South Africa


What we say in a pandemic is of critical importance, but how we say it is even more important

(Photo: Amy Gibbings / News24)

We have world-leading scientists and communicators, our social listening group is a world leader in this field, but we conflate the two. Being a world leader in virology does not mean that you understand social and behaviour-change communication.

This Covid-19 pandemic has not only created a massive body of research (more than 100,000 scientific articles in 2020), but has awakened the world to the importance of prevention and non-pharmaceutical interventions to halt or slow the spread of disease. Globally it has been known that providing clean water will prevent the spread of diarrhoea and other infectious diseases, we have known that vaccination has prevented more than 37 million deaths in the past 20 years in low- and middle-income countries alone.

What the Covid-19 pandemic has also created is a massive drive to improve communication globally about health issues; suddenly everyone knows about “vaccine hesitancy” and people talk about doubling times and variants of viruses in everyday conversations. There have been numerous webinars and discussions about how best to deal with the “infodemic”. The huge amount of information available to ordinary people (many who do not know how their bodies work and, like me, have only the vaguest idea about how the incredibly complex immune system works).

We have world-leading scientists and communicators, our social listening group is a world leader in this field, but we conflate the two. Being a world leader in virology does not mean that you understand social and behaviour change communication, in fact like many, the scientists believe that if you scare people enough it will ensure that they behave in a certain way to keep safe. The evidence from numerous studies and interventions (lessons we learnt from the HIV epidemic) shows otherwise.

There is a field of study which looks at social and behaviour change, another that looks at risk communication and community engagement.
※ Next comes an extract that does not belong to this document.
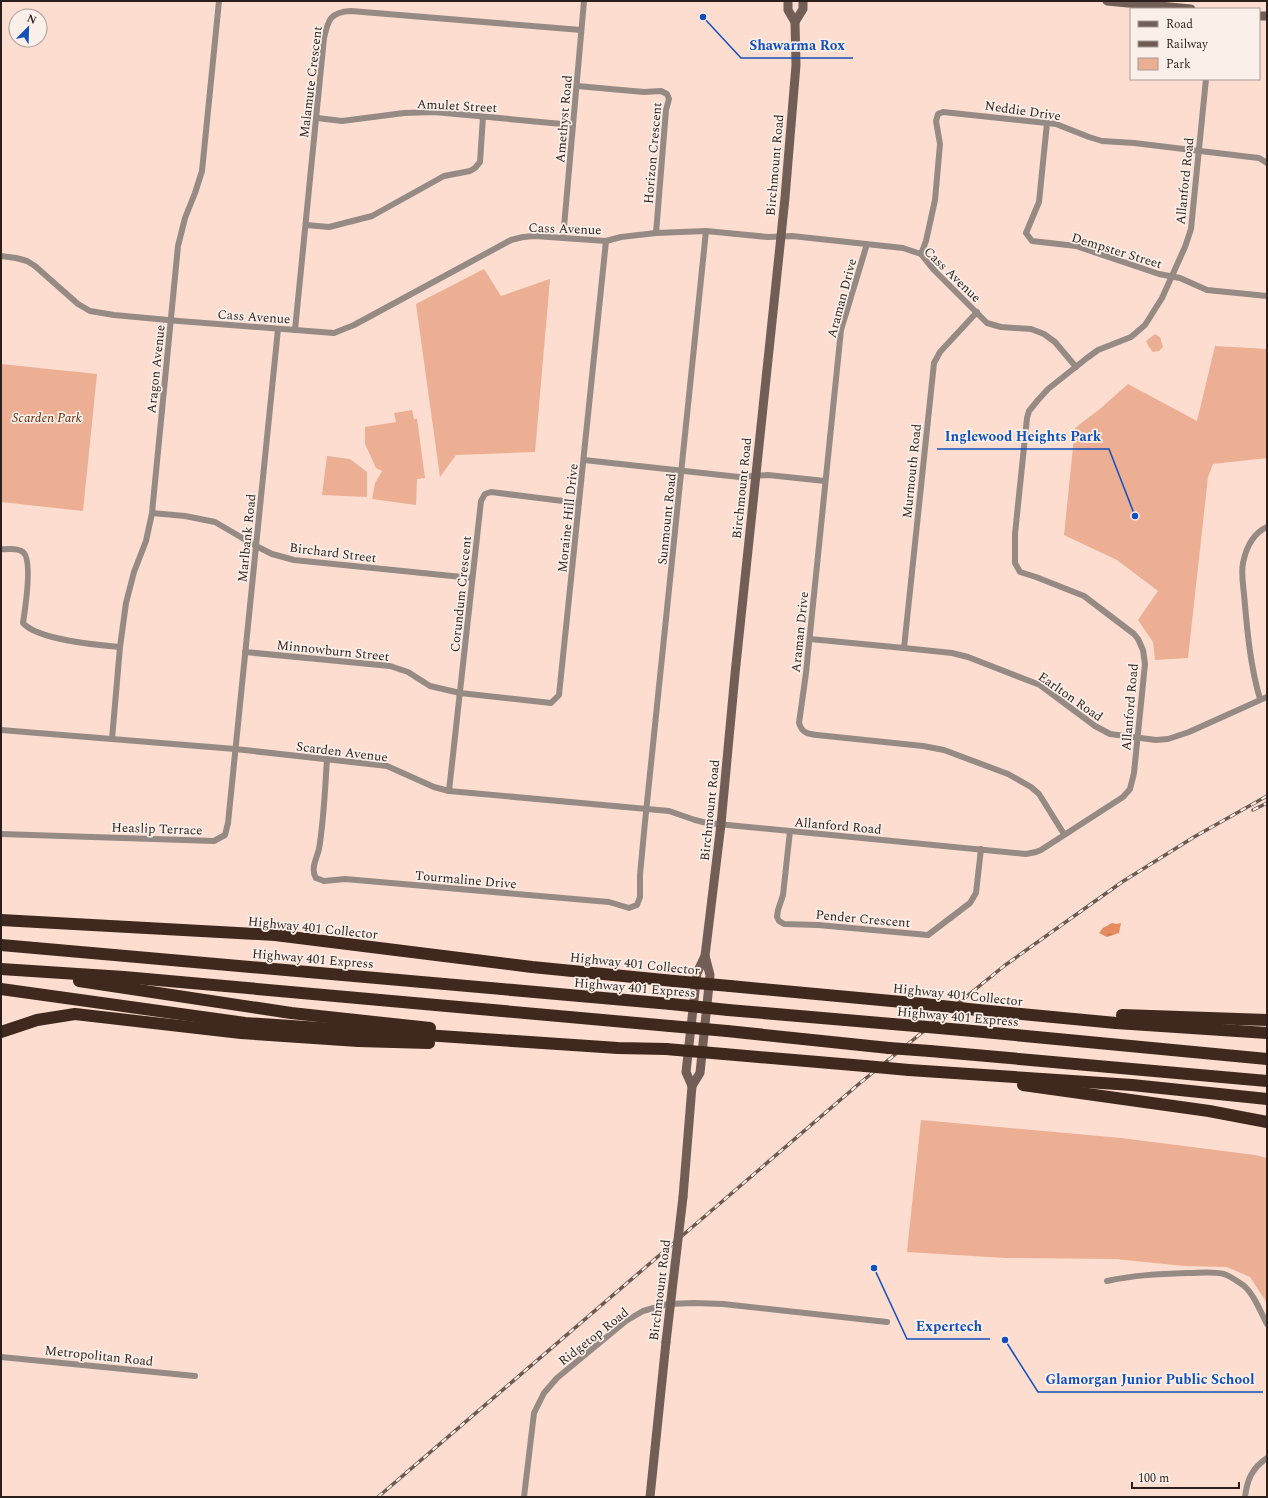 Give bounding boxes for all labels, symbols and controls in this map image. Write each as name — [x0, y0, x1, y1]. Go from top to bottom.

These fields of study have looked at not only the outputs of communication, but the impacts and there are a number of outcomes we look for. We want people to be:

  • Informed
  • Concerned
  • Aware
  • Calm

What we don’t want is for people to panic, not understand or not be able or willing to implement the important measures that need to be taken. What we don’t want is to victim blame or stigmatise people who are infected with the illness (all lessons learnt from the HIV epidemic).

So what should we do?

We should have a coherent strategy. We should ensure that important information about how people can protect themselves is known and emphasised. We should be listening carefully to why people are not protecting themselves and create an environment to make the healthy choice the easier choice. We should ensure that communicators understand that important issues such as ventilation are front and centre to communications. We should be measured in the information that is shared on platforms like television — dazzling people with graphs that even people with master’s degrees do not understand is not good communication. I am not saying that the information should not be available, but how it is presented is critical.

For example, last week we learnt that our scientists (world class) have uncovered a new viral variant that produces the Covid-19 illness. What do we need to know?

  1. There is a new variant;
  2. We don’t know much about it except that it seems to be spreading fairly rapidly;
  3. We are carefully monitoring it;
  4. We know that the preventive measures — ventilation, distancing, mask wearing and so on — help prevent the spread of this variant;
  5. We are pretty sure that vaccination will protect us from serious illness (and death);
  6. We have the world’s best scientists working day and night to find out more;
  7. People need to protect themselves — the best ways known worldwide — through vaccination, distancing (especially not being in crowds), good ventilation and mask wearing; and
  8. We will keep you informed.

This information needs to be in all languages so that everyone can understand it.

This kind of authoritative communication needs to come from the government and be consistent throughout. That means a comprehensive communication strategy (with money allocated to it). It will generate trust and help to counter the numerous “experts” spreading misinformation.

Finally, we need to think of the future — why does our population not know how the body works (even in the most rudimentary way)? How can we change this? In the Aids epidemic, the Treatment Action Campaign knew that building HIV literacy was critical to saving lives and helping people continue to take their medicines for the long haul. Now we have to build national health literacy so that when new variants arise, or another disease, we have a better base on which to build.

We also need to build our social networks to enable communication to not just be at a national level, but that the important information is available to numerous people who will spread it in their communities.

There is so much known about health communication, about how to communicate in a crisis — we just need to implement it. DM

Prof Susan Goldstein is deputy director and chief operating officer of the SAMRC Centre for Health Economics and Decision Science (PRICELESS SA) at the University of the Witwatersrand’s School of Public Health.